** Input data **

────────

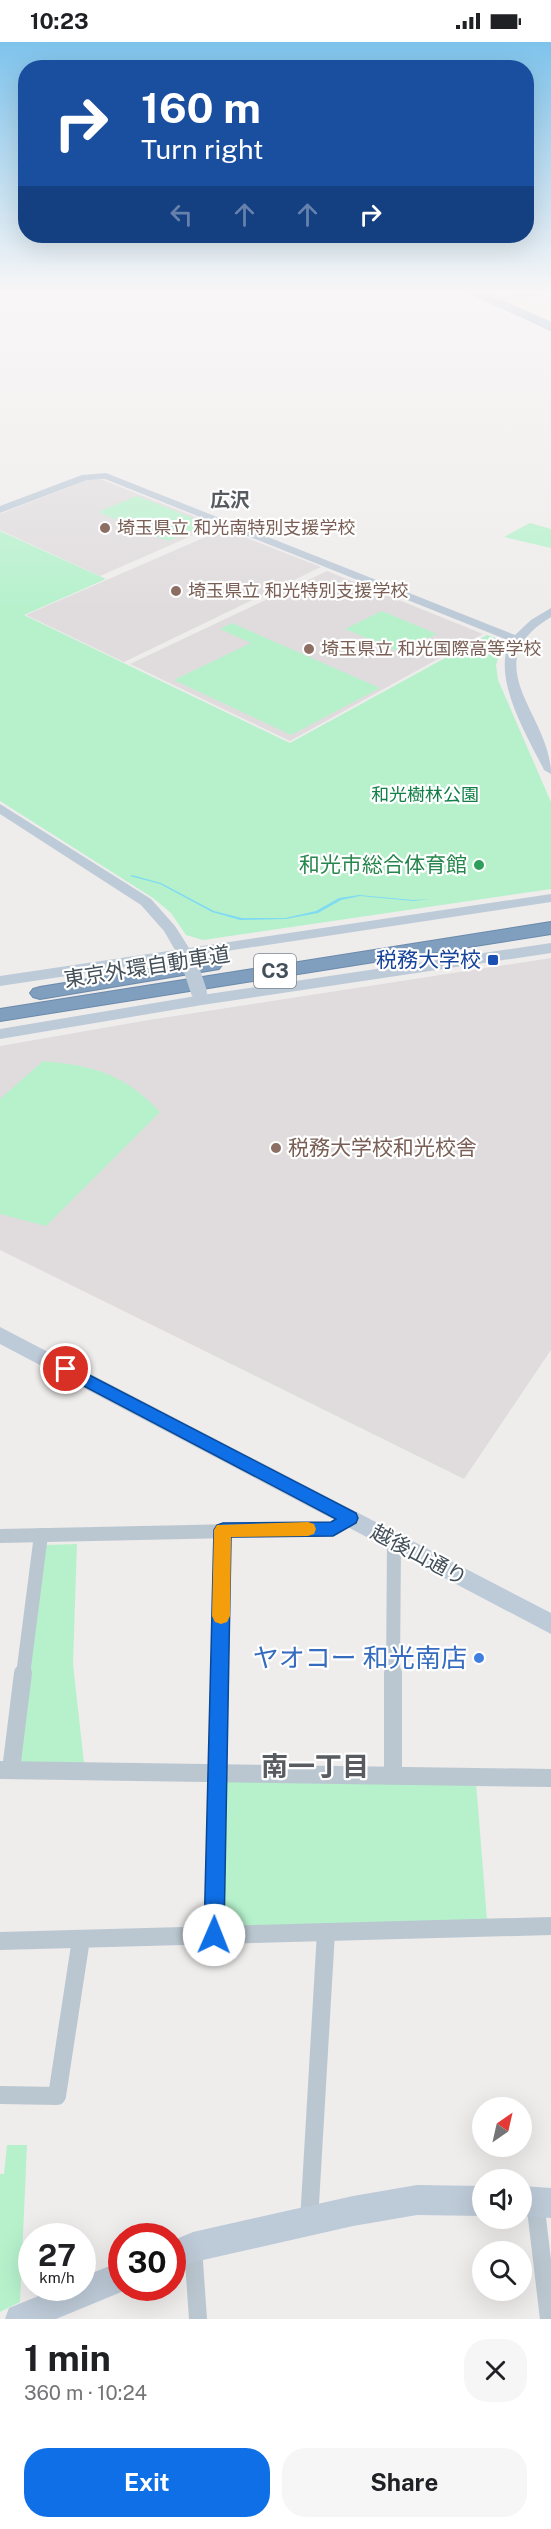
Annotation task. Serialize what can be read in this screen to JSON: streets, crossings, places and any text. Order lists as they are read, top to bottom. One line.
{"streets":{"highway":["東京外環自動車道","C3"],"street":["越後山通り"]},"districts":["広沢","南一丁目"],"parks":["和光樹林公園"],"places":{"other":["埼玉県立 和光南特別支援学校","埼玉県立 和光特別支援学校","埼玉県立 和光国際高等学校","和光市総合体育館","税務大学校和光校舎","ヤオコー 和光南店"],"transit":["税務大学校"]},"north":"top right","page":{"status":"10:23","turn":["160 m","Turn right"],"speed":"27 km/h","limit":"30","heading":["1 min","360 m · 10:24"],"buttons":["Exit","Share"]}}
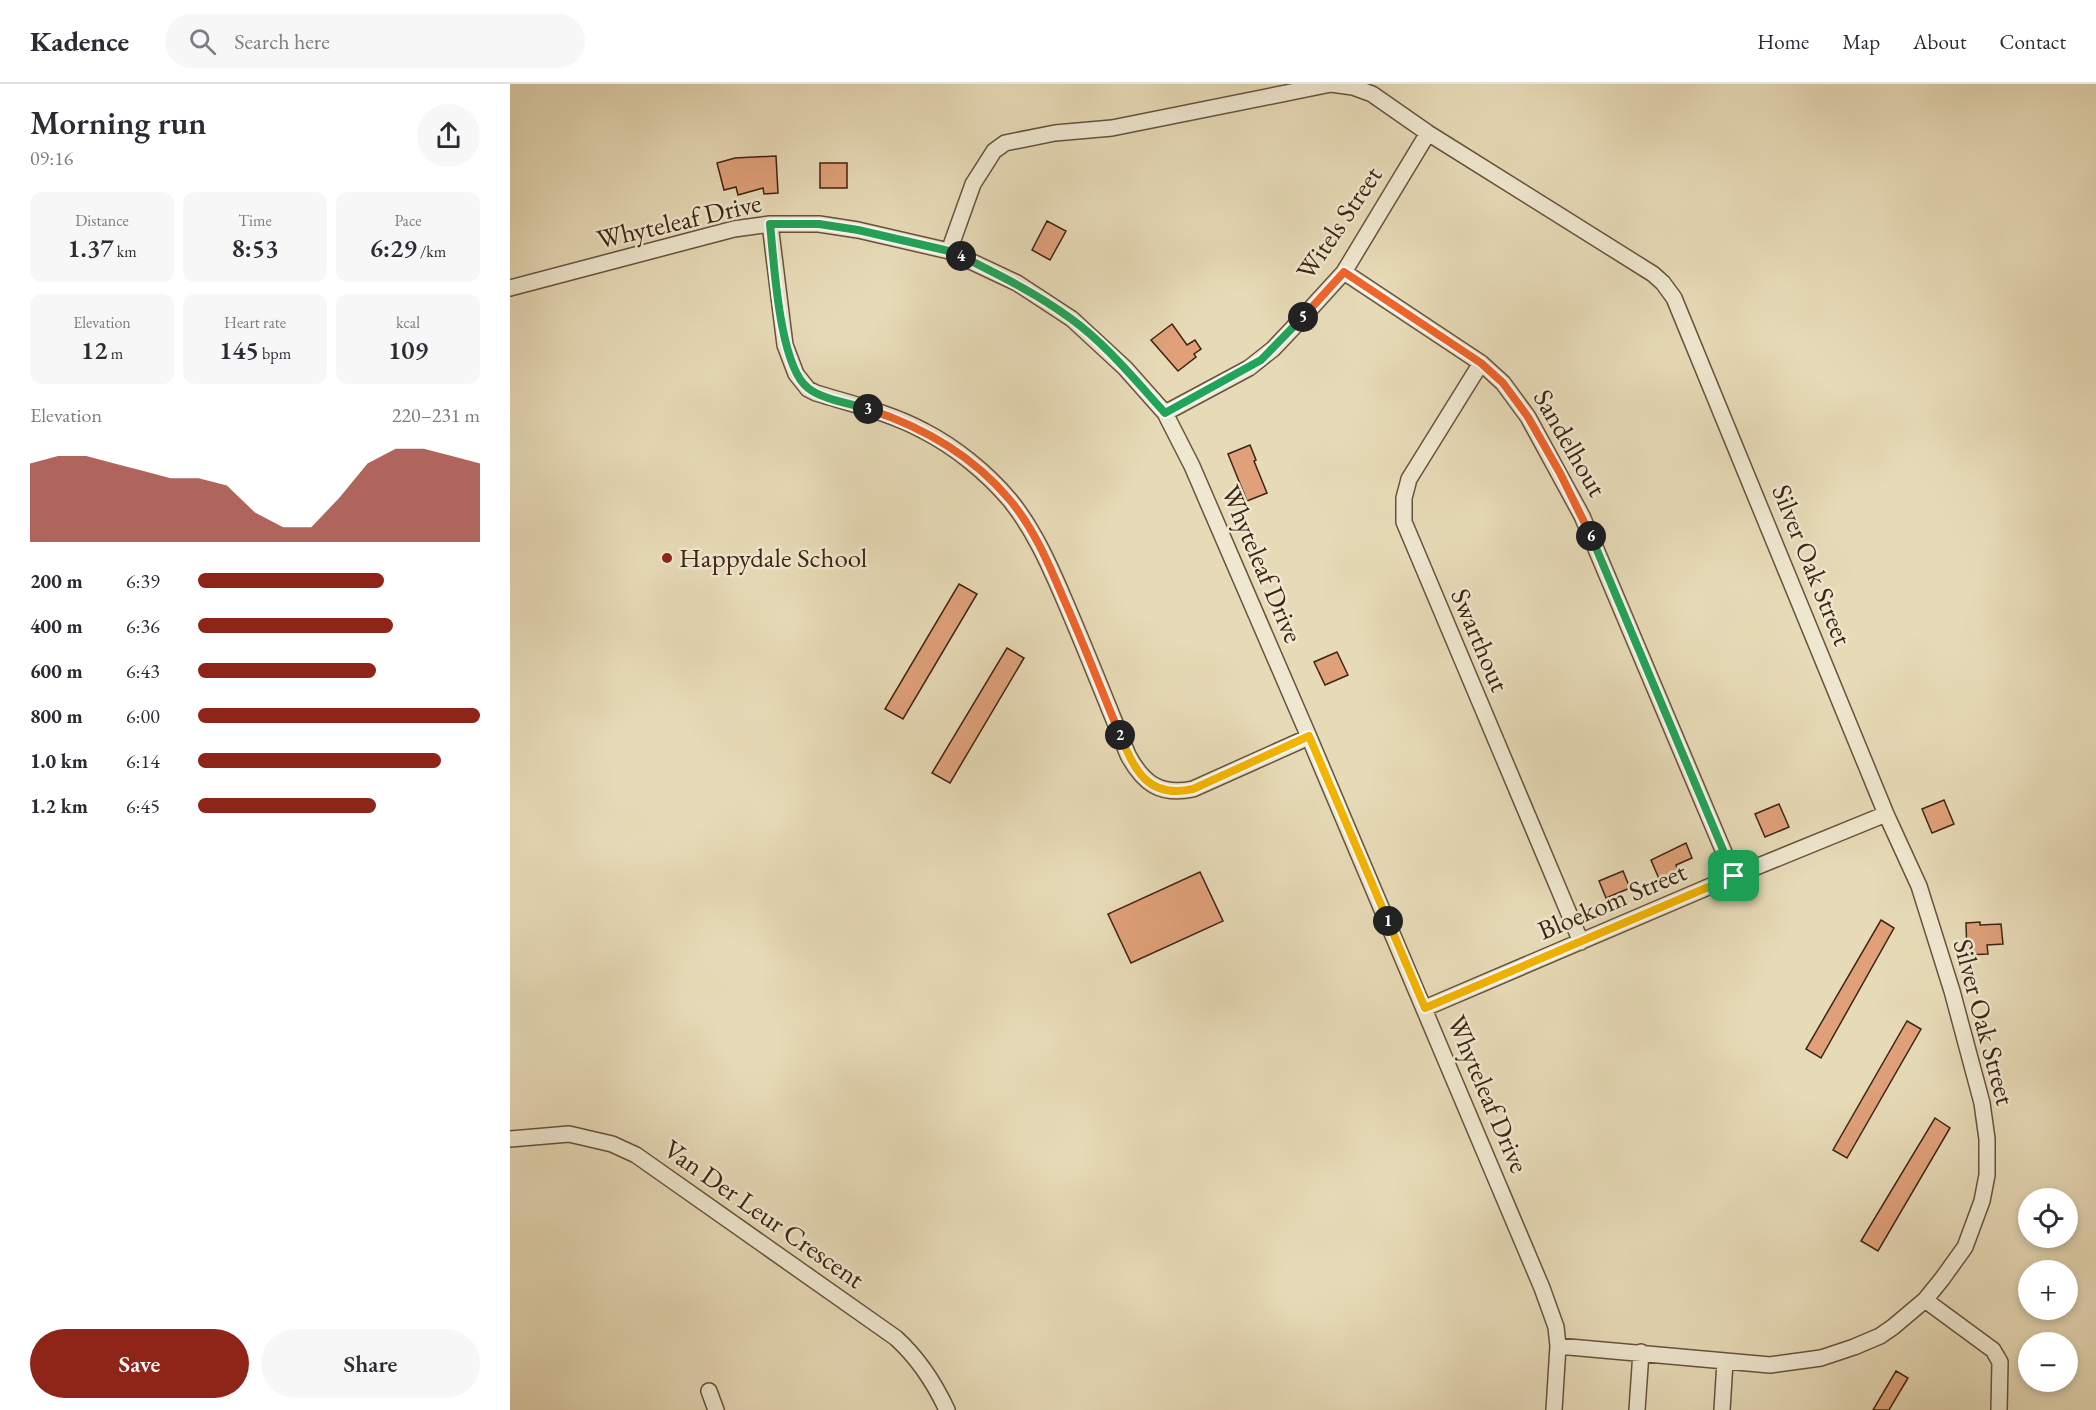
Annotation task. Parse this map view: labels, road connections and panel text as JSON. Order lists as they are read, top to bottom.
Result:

────────

** Activity **
The pictures are not wanted, but every line of the listing should be duplicated exactly.

** Result of the exercise **
Annotation task. Serialize what can be read in this screen to JSON: streets, crossings, places and any text. Order lists as they are read, top to bottom. One line.
{"streets":{"highway":["東京外環自動車道","C3"],"street":["越後山通り"]},"districts":["広沢","南一丁目"],"parks":["和光樹林公園"],"places":{"other":["埼玉県立 和光南特別支援学校","埼玉県立 和光特別支援学校","埼玉県立 和光国際高等学校","和光市総合体育館","税務大学校和光校舎","ヤオコー 和光南店"],"transit":["税務大学校"]},"north":"top right","page":{"status":"10:23","turn":["160 m","Turn right"],"speed":"27 km/h","limit":"30","heading":["1 min","360 m · 10:24"],"buttons":["Exit","Share"]}}
Annotation task. Parse this map view: labels, road connections and panel text as JSON. Order lists as they are read, top to bottom.
Result:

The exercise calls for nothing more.